Sherwood Webb 2020 in Stan — Google Colab edition - Climate Dynamics and Data Science Notes

Self-contained Colab notebook for the Sherwood, Webb et al. (2020) Bayesian ECS calculation.

The base code can be found here: https://github.com/cdds-uiuc/bayecs and should be used for anything beyond getting a flavor of Bayesian calculations of ECS.

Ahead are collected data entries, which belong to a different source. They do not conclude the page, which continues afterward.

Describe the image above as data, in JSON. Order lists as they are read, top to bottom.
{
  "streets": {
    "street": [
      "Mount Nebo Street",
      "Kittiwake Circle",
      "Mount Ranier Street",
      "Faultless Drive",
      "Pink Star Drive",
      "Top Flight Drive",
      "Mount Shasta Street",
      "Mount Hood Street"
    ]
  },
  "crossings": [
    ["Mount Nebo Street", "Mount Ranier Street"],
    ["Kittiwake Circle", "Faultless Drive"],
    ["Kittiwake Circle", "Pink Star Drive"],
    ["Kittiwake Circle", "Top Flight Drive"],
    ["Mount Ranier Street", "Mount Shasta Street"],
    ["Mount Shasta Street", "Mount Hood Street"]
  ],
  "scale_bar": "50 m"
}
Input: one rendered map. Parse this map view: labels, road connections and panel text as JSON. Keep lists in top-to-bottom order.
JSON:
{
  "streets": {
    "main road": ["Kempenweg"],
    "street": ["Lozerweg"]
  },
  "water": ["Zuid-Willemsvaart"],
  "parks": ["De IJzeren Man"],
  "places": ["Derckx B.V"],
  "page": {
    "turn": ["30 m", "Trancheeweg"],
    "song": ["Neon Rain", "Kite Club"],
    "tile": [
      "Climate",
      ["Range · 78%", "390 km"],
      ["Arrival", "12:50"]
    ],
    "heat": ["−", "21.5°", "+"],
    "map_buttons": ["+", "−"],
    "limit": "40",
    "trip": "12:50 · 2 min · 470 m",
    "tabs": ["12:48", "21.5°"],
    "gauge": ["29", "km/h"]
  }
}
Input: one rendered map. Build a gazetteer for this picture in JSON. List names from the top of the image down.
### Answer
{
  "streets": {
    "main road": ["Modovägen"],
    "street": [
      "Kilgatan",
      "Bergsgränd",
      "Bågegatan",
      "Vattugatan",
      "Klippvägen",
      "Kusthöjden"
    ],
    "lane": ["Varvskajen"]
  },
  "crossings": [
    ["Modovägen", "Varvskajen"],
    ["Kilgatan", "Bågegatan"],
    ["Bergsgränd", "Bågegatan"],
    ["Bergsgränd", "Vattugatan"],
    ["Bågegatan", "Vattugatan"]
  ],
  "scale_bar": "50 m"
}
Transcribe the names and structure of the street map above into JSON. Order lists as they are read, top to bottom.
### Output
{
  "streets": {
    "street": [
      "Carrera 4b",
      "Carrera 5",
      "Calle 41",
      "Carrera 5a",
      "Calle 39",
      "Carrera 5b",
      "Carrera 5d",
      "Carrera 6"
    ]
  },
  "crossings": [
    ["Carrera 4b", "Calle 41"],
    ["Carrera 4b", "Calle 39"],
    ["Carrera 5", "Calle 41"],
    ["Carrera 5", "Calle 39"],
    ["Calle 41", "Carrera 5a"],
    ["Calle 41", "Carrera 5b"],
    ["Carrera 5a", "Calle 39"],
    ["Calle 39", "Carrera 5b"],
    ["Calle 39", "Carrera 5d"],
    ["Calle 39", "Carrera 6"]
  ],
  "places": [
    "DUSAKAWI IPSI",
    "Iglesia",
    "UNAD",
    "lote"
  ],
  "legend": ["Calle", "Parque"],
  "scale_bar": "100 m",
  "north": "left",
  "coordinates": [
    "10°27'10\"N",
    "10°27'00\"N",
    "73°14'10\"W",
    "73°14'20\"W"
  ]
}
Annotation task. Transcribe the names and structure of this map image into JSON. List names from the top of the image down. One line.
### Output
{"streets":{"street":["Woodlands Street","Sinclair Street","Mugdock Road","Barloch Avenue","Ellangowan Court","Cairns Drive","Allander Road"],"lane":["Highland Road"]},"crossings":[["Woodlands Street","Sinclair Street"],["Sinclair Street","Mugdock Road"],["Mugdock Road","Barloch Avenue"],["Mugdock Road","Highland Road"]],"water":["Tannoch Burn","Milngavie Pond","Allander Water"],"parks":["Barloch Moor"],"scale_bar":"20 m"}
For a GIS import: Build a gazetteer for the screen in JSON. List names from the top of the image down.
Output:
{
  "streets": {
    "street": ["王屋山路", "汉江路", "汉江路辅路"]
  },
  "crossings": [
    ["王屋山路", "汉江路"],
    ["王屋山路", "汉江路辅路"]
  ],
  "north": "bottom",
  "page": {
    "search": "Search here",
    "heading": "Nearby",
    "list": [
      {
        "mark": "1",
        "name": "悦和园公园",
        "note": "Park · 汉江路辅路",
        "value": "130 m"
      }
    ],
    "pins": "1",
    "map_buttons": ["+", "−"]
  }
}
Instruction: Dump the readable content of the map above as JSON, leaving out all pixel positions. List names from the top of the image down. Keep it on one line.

The colab version has the Stan model embedded as a %%writefile cell rather than reading SherwoodWebb.stan from disk. Go to Runtime -> Run all and everything you need is downloaded and built in-place.
Runs both the UL (uniform- $\lambda$ ) and US (uniform- $S$ ) baselines and compares to Sherwood Table 10.
The model has one minor difference from Sherwood Webb et al, in that it does not account for correlations between historical forcing $F_{hist}$ and $F_{2\times\text{CO}_2}$ . The added precision (0.05K across percentiles) was not worth the increased code complexity.
Total runtime on a free Colab CPU: ~3-4 minutes. Most of it in installing the cmdstanpy library via PyPi and in compiling the stan binary - both one offs. The sampling itself should take < 1 minute.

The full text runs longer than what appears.